I have a function that takes in X as an argument and randomly picks an element from a 2D array.
The 2D array has thousands of elements, each of them has a different requirement on X, stored in arr[Y][1].
For example,
arr[0] should only be chosen when X is larger than 4. (arr[0][1] = 4+)
Then arr[33] should only be chosen when X is between 37 and 59. (arr[33][1] = 37!59)
And arr[490] should only be chosen when X is less than 79. (arr[490][1] = 79-)
And there are many more, most with a different X requirement.
What is the best way to tackle this problem that takes the least space, and least repetition of elements?
The worst way would be storing possible choices for each X in a 2D array. But that would cause a lot of repetition, costing too much memory.
Then, I have thought about using three arrays, separating X+ requirements, X- and X range. But it still sounds too basic to me, is there a better way?
One option here would be what's called "accept/reject sampling": you pick a random index i and check if the condition on X is satisfied for that index.

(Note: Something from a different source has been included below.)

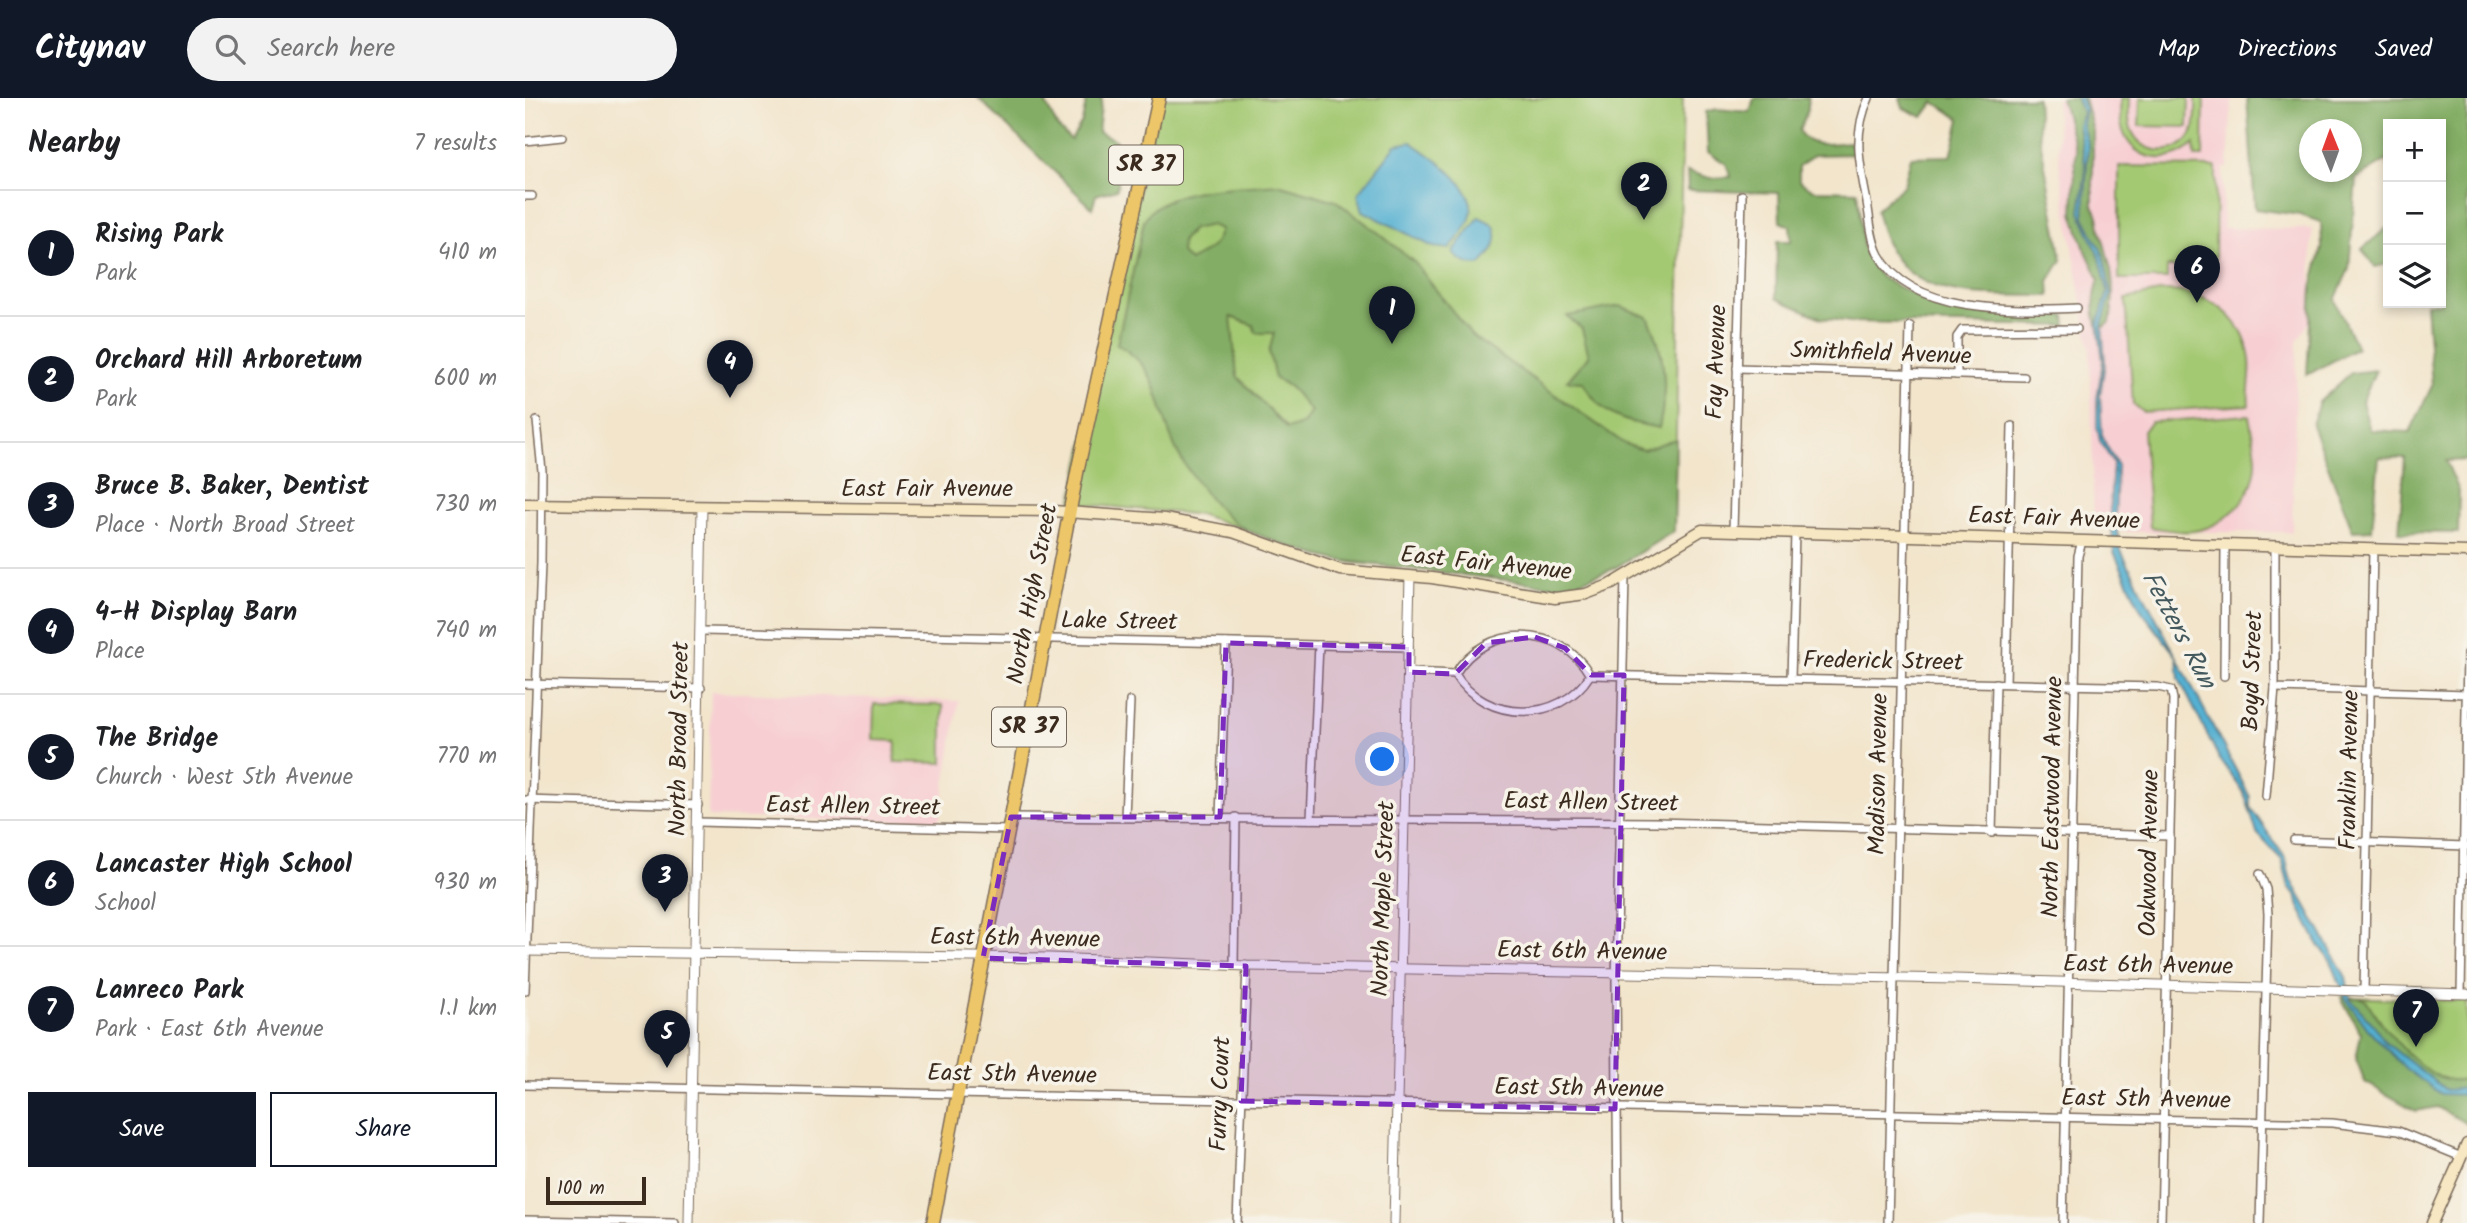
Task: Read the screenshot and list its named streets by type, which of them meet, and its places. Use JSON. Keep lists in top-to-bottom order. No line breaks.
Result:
{"streets":{"highway":["SR 37","North High Street"],"main road":["East Fair Avenue"],"street":["Smithfield Avenue","Fay Avenue","Lake Street","Frederick Street","Boyd Street","North Broad Street","Franklin Avenue","Madison Avenue","North Eastwood Avenue","East Allen Street","Oakwood Avenue","North Maple Street","East 6th Avenue","East 5th Avenue","Furry Court"]},"crossings":[["Smithfield Avenue","Fay Avenue"],["Smithfield Avenue","Madison Avenue"],["Fay Avenue","East Fair Avenue"],["East Fair Avenue","North High Street"],["East Fair Avenue","Boyd Street"],["East Fair Avenue","North Broad Street"],["East Fair Avenue","Franklin Avenue"],["East Fair Avenue","Madison Avenue"],["East Fair Avenue","North Eastwood Avenue"],["East Fair Avenue","North Maple Street"],["North High Street","Lake Street"],["North High Street","East Allen Street"],["North High Street","East 6th Avenue"],["North High Street","East 5th Avenue"],["Lake Street","North Broad Street"],["Lake Street","North Maple Street"],["Frederick Street","Madison Avenue"],["Frederick Street","North Eastwood Avenue"],["Frederick Street","Oakwood Avenue"],["North Broad Street","East Allen Street"],["North Broad Street","East 6th Avenue"],["North Broad Street","East 5th Avenue"],["Franklin Avenue","East 6th Avenue"],["Madison Avenue","East Allen Street"],["Madison Avenue","East 6th Avenue"],["Madison Avenue","East 5th Avenue"],["North Eastwood Avenue","East Allen Street"],["North Eastwood Avenue","East 6th Avenue"],["North Eastwood Avenue","East 5th Avenue"],["East Allen Street","Oakwood Avenue"],["East Allen Street","North Maple Street"],["Oakwood Avenue","East 6th Avenue"],["Oakwood Avenue","East 5th Avenue"],["North Maple Street","East 6th Avenue"],["North Maple Street","East 5th Avenue"],["East 6th Avenue","Furry Court"],["East 5th Avenue","Furry Court"]],"water":["Fetters Run"],"scale_bar":"100 m","north":"top","page":{"header":"Citynav","search":"Search here","nav":["Map","Directions","Saved"],"heading":["Nearby","7 results"],"map_buttons":["+","−"],"pins":["2","6","1","4","3","7","5"],"list":[{"mark":"1","name":"Rising Park","note":"Park","value":"410 m"},{"mark":"2","name":"Orchard Hill Arboretum","note":"Park","value":"600 m"},{"mark":"3","name":"Bruce B. Baker, Dentist","note":"Place · North Broad Street","value":"730 m"},{"mark":"4","name":"4-H Display Barn","note":"Place","value":"740 m"},{"mark":"5","name":"The Bridge","note":"Church · West 5th Avenue","value":"770 m"},{"mark":"6","name":"Lancaster High School","note":"School","value":"930 m"},{"mark":"7","name":"Lanreco Park","note":"Park · East 6th Avenue","value":"1.1 km"}],"buttons":["Save","Share"],"scale":"100 m"}}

If so, you return arr[i]. If not, you pick another index at random and repeat until you find something.
Performance will be good so long as most conditions are satisfied for most values of i. If this isn't the case -- if there are a lot of values of X for which only a tiny number of conditions are satisfied -- then it might make sense to try and precompute something that lets you find (or narrow down) the indices that are allowable for a given X.
How to do this depends on what you allow as a condition on each index. For instance, if every condition is given by an interval like in the examples you give, you could sort the list twice, first by left endpoints and then by right endpoints. Then determining the valid indices for a particular value of X comes down to intersecting the intervals whose left endpoint is less than or equal to X with those whose right endpoint is greater than or equal to X.
Of course if you allow conditions other than "X is in this interval" then you'd need a different algorithm.
While I believe that re-sampling will be the optimal solution in your case (dozens of resamplings is very cheap price to pay), here is the algorithm I would never implement in practice (since it uses very complicated datastructures and is less efficient than resampling), but with provable bounds. It requires O(n log n) preprocessing time, O(n log n) memory and O(log n) time for each query, where n is the number of elements you can potentially sample.
You store all ends of all ranges in one array (call it ends). E.g. in your case you have an array [-infty, 4, 37, 59, 79, +infty] (it may require some tuning, like adding +1 to right ends of ranges; not important now). The idea is that for any X we only have to determine between which ends it's located. E.g. if X=62 is in range [59; 79] (I'll call such pair an interval). Then for each interval you store a set of all possible ranges. For your input X you just find the interval (using binary search) and then output a random range, corresponding to this interval.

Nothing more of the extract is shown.